Although the swastika has been used for eons with varied significances, most people see it today as a symbol of Nazism. As such, it conveys the idea of a misconceived super-race with the supposed right to conquer and suppress any nation or people. Analysts have found this meaning stemming from the design of a cross that is turned in upon itself.

Since Jesus death and resurrection, the cross has been associated with human transcendence through belief in Jesus’ divinity. The horizontal bar symbolizes human destiny without Christ doomed to destruction. But Christ, symbolized by the vertical bar, gives humanity eternal possibilities if humans but attach themselves to him through faith.
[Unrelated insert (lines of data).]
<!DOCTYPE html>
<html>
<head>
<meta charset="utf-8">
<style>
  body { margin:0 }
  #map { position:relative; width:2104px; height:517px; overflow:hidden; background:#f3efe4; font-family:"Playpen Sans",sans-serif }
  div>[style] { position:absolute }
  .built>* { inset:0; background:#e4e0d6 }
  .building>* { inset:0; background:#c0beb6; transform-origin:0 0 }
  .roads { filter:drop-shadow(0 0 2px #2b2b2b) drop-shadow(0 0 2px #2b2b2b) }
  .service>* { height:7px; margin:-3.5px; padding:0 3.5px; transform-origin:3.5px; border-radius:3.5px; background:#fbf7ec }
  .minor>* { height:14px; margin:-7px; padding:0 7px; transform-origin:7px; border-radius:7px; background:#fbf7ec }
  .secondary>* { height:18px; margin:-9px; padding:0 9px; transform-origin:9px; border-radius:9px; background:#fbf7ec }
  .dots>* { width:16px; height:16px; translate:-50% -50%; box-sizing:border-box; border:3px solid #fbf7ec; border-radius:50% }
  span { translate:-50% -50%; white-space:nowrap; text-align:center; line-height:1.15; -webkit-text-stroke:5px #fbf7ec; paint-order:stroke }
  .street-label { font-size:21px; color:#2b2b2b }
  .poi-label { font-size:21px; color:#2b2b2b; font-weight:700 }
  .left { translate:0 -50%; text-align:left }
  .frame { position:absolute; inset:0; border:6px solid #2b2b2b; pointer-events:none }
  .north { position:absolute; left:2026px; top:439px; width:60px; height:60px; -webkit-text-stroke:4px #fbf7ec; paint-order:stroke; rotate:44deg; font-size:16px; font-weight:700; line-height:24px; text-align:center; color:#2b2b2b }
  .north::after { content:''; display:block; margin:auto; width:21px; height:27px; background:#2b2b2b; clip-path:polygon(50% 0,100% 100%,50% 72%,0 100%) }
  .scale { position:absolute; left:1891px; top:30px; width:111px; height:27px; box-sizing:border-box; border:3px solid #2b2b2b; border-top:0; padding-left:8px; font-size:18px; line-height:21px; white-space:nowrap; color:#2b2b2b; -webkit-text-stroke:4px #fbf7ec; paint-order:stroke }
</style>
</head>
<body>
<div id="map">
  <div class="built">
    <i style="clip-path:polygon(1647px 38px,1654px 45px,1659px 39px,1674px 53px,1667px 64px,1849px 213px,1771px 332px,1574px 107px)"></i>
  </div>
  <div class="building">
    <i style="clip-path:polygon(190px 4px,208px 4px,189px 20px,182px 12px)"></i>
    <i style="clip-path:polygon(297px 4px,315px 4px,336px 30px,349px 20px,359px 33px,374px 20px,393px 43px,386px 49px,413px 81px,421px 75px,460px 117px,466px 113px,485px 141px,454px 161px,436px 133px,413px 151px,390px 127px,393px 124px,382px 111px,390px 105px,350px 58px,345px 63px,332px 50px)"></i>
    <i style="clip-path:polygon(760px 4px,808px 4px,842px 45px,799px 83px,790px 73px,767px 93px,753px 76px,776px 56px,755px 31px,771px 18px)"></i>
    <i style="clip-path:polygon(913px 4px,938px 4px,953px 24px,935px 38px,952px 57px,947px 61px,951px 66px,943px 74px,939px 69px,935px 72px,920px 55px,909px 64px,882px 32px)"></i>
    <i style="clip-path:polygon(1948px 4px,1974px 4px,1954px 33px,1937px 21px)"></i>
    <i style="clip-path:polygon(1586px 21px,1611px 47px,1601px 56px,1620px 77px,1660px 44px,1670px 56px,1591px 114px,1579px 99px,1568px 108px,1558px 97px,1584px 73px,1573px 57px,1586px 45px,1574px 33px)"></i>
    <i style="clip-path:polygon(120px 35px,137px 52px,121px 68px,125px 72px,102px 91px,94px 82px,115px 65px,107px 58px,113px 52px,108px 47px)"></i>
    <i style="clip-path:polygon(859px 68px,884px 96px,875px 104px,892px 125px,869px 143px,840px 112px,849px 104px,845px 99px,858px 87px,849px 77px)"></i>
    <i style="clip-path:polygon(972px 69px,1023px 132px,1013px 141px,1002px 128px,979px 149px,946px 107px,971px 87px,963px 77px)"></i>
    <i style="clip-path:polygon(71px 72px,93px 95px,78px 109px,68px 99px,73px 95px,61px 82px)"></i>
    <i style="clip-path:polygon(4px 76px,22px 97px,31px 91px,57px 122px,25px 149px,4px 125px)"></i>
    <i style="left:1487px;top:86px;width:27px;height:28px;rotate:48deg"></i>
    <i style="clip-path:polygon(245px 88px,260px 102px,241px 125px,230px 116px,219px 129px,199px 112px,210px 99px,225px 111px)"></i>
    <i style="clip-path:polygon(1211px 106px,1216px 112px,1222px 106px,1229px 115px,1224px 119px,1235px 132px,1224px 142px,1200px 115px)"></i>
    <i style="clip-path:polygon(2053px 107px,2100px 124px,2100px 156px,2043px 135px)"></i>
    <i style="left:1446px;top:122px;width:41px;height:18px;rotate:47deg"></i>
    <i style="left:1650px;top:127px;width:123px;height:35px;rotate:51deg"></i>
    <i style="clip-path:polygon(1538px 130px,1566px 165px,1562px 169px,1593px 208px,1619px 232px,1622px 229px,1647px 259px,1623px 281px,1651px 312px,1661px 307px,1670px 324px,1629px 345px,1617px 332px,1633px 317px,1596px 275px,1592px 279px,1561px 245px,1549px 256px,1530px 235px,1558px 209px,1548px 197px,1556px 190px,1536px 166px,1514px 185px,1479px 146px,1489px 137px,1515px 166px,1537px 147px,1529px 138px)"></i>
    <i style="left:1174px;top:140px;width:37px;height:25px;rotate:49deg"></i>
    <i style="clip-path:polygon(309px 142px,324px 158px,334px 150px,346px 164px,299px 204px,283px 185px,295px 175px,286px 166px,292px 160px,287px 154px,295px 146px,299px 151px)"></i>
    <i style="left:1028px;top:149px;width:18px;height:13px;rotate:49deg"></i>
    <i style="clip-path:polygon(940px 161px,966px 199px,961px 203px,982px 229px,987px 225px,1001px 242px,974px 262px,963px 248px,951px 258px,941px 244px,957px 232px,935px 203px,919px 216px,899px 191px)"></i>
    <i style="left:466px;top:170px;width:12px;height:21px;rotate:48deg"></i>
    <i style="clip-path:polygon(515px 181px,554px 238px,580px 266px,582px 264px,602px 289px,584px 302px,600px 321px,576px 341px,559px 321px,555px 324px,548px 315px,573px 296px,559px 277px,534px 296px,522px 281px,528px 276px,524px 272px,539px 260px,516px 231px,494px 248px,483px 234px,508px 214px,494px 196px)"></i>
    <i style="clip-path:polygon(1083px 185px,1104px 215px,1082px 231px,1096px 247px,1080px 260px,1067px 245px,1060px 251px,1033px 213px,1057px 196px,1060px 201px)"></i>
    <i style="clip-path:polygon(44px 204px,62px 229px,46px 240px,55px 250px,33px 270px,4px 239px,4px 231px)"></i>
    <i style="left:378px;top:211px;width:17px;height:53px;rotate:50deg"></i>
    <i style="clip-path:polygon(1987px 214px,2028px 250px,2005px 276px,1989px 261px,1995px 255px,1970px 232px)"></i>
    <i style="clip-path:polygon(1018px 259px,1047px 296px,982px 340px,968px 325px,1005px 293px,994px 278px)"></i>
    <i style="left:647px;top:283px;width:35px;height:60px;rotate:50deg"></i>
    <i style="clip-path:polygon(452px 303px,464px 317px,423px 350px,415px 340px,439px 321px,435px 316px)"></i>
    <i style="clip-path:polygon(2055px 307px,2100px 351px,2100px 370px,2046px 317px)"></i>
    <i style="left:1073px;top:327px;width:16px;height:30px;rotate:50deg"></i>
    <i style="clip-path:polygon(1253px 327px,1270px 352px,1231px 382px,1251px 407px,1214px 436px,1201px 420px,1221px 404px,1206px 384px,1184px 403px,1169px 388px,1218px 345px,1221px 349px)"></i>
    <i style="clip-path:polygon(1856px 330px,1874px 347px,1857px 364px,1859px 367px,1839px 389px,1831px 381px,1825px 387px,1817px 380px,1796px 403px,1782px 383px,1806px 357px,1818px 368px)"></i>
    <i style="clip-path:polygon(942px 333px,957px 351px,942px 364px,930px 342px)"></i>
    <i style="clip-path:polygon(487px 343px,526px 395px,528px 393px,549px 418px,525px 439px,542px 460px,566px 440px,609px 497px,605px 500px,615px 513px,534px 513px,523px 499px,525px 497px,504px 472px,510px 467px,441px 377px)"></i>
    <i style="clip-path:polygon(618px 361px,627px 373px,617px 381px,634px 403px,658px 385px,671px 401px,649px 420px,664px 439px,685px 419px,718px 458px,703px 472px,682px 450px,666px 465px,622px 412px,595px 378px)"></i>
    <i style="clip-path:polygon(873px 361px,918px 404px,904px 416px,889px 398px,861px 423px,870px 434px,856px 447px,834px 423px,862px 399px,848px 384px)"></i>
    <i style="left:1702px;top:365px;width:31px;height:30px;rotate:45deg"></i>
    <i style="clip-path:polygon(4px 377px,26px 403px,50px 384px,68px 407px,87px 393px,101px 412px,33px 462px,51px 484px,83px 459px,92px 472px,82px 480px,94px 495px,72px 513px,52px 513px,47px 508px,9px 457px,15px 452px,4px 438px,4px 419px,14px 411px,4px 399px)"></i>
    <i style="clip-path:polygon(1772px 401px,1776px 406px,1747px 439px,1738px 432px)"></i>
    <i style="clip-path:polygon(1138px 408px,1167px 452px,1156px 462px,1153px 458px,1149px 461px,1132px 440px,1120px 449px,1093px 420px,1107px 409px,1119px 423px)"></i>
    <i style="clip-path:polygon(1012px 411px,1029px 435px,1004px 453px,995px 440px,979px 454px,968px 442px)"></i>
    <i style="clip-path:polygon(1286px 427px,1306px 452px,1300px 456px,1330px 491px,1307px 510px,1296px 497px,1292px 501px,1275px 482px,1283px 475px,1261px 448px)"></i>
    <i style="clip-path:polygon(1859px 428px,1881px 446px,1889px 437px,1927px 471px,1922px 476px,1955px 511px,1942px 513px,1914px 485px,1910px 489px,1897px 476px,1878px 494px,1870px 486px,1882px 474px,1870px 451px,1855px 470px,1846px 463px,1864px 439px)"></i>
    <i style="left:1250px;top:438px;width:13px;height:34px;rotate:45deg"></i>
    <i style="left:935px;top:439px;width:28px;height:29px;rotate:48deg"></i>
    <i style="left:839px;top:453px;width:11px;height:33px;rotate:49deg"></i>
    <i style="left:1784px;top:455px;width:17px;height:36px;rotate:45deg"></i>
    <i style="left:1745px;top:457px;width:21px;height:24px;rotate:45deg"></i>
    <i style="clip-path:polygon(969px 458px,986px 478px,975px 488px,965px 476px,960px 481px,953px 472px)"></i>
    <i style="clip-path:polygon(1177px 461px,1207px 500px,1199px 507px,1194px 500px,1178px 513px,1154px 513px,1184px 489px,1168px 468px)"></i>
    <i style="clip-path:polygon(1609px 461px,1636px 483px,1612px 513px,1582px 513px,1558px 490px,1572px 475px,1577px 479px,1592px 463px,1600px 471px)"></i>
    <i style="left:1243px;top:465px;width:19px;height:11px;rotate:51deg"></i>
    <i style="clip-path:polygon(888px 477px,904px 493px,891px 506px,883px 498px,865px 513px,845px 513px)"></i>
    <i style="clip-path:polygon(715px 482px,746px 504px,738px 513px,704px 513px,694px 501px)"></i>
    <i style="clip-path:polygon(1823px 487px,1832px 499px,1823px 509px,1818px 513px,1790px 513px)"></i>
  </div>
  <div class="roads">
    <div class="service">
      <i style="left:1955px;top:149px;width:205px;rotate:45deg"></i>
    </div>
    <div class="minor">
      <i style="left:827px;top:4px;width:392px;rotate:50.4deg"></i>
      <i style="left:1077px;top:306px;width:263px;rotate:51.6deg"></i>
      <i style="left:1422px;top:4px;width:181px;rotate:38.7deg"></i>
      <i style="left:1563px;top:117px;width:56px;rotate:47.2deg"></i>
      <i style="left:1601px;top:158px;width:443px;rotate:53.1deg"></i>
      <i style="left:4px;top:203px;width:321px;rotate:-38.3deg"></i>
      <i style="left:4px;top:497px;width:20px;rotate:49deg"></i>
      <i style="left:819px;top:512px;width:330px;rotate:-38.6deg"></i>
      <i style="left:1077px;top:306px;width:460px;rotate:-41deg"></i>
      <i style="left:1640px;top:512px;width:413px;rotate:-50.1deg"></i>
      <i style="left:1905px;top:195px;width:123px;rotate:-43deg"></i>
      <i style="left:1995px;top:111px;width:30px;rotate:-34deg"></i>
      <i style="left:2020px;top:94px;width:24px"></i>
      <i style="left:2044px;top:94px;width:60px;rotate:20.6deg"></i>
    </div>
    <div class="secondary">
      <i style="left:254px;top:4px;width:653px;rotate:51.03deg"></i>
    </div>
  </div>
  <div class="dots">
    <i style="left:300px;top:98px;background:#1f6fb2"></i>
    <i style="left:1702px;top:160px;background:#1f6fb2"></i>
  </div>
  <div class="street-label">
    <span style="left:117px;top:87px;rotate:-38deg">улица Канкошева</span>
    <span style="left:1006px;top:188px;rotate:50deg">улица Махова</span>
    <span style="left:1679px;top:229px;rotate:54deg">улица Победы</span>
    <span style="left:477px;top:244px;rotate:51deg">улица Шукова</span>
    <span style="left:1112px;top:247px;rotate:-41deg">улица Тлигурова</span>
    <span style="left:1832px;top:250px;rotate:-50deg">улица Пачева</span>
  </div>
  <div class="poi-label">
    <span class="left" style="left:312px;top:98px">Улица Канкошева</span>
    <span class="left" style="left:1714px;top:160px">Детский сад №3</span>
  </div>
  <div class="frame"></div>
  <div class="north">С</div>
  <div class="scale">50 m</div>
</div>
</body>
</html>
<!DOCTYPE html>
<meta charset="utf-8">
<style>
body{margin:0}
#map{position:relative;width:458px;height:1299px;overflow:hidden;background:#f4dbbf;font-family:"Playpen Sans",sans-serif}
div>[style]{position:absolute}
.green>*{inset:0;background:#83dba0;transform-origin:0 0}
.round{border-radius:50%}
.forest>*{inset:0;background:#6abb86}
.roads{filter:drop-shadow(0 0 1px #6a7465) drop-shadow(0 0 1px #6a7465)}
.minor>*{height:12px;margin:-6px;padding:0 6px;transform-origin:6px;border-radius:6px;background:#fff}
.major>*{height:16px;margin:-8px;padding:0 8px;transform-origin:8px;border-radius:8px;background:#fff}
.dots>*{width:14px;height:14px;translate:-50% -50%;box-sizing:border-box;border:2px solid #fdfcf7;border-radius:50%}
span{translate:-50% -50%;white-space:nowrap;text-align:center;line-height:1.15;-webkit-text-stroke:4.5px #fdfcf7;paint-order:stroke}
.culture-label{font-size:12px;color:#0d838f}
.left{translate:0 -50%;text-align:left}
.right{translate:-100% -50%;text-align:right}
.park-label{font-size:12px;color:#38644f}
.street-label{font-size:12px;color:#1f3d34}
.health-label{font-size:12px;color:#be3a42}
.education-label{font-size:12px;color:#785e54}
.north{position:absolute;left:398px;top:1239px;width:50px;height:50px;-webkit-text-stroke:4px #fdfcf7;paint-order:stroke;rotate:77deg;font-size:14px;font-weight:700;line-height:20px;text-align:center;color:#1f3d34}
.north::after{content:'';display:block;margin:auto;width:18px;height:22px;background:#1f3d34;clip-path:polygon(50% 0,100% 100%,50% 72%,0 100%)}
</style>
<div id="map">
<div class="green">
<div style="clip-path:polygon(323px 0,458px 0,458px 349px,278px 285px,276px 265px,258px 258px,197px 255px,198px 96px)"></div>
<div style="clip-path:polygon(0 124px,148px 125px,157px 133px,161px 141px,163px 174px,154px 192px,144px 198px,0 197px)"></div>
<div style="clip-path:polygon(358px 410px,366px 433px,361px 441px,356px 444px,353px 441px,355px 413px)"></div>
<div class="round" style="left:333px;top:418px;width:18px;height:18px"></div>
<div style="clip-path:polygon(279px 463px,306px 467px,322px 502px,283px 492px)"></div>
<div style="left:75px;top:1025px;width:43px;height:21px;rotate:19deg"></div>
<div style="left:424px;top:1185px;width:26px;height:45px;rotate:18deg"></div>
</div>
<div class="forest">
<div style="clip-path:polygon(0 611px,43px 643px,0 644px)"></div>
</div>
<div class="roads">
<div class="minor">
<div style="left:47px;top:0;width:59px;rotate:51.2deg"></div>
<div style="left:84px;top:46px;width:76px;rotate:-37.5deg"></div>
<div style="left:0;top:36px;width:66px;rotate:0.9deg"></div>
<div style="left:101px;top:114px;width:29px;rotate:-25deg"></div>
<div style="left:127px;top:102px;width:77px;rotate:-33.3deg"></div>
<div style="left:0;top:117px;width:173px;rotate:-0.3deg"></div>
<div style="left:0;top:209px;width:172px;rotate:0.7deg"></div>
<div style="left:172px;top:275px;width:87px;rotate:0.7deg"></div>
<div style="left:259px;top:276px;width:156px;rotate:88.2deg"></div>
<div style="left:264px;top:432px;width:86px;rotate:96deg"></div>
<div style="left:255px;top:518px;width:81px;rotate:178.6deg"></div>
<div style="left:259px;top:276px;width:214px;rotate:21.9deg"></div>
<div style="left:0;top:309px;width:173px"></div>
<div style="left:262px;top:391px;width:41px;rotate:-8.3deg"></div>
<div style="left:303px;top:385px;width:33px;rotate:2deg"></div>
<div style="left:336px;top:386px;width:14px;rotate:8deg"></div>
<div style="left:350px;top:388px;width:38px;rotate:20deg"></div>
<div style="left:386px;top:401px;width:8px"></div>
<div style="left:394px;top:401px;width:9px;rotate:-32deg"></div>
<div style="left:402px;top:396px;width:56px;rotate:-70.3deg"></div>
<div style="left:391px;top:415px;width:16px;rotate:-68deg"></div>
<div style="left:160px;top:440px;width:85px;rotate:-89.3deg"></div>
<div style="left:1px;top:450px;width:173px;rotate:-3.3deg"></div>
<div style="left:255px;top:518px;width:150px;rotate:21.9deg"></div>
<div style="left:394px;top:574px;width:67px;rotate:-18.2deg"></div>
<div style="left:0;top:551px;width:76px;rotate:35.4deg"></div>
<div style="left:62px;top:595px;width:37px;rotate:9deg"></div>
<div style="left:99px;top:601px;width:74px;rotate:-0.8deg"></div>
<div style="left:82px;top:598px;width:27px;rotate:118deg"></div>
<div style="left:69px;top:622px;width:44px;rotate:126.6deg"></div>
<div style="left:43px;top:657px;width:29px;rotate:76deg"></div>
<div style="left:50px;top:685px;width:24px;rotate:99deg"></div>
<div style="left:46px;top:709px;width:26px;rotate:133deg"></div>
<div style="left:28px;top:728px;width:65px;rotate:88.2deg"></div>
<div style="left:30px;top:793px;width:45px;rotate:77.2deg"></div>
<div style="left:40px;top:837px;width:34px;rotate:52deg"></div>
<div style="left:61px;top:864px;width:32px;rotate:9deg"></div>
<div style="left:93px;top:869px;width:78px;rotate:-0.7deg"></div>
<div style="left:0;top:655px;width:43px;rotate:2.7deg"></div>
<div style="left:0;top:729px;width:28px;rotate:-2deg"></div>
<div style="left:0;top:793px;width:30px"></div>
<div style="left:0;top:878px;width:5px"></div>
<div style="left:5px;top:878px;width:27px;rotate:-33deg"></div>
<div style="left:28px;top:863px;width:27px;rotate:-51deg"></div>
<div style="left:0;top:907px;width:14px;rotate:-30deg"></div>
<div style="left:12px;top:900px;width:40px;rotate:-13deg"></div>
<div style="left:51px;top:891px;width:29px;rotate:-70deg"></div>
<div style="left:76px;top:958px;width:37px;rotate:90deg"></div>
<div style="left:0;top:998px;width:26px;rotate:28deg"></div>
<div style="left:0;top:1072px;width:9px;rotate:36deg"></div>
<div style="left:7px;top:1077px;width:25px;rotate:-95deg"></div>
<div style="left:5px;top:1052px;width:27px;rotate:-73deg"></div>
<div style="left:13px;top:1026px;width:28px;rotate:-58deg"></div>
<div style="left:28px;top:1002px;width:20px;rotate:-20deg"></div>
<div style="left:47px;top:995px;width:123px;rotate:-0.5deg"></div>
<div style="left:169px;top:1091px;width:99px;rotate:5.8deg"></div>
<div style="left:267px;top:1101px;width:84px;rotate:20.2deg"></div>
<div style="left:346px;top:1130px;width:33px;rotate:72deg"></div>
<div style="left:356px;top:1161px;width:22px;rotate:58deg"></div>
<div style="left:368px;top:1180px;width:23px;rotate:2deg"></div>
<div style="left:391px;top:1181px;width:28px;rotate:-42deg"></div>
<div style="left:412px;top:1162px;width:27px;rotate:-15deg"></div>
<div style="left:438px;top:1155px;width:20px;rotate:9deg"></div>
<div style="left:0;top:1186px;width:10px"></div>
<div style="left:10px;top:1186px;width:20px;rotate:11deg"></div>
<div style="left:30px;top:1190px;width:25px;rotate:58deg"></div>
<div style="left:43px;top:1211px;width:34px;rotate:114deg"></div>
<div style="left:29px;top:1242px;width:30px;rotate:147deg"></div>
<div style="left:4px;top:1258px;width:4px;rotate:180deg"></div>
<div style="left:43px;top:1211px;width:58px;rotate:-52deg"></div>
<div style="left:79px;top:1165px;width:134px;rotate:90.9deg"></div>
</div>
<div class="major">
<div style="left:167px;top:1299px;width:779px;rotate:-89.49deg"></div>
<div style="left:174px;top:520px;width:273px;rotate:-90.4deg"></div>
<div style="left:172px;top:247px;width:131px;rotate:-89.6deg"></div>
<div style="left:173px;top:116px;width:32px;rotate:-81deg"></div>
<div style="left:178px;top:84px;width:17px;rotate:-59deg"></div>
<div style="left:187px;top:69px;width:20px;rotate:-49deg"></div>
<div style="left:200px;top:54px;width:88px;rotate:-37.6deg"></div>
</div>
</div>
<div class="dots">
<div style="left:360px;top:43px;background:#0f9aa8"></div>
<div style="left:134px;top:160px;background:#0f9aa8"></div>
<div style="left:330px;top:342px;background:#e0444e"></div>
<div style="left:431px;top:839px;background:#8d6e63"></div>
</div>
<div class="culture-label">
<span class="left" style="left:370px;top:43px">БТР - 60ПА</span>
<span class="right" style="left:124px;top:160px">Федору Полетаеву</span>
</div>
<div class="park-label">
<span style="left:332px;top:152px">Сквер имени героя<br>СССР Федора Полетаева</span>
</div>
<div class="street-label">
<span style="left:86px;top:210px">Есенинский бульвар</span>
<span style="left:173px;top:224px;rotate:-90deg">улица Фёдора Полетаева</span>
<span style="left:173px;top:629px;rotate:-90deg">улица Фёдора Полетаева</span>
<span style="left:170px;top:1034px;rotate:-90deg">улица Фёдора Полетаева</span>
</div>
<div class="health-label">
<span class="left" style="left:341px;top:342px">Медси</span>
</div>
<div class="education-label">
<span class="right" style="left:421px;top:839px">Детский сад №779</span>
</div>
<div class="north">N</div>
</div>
However, the right angles of the swastika represent humanity’s turn to itself again intercepting the hope of transcendence.

All this may sound like heady speculation, but it also may give us a better appreciation for the Feast of the Exultation of the Holy Cross that we celebrate today. In Roman times the cross was a sign of death, much like a hangman’s noose today, because it was used to execute criminals. Jesus, however, transformed it into a symbol of life by embracing death in perfect love according to the Father’s will. Following him as our Lord and Savior, we can view the cross as an assurance of our new destiny.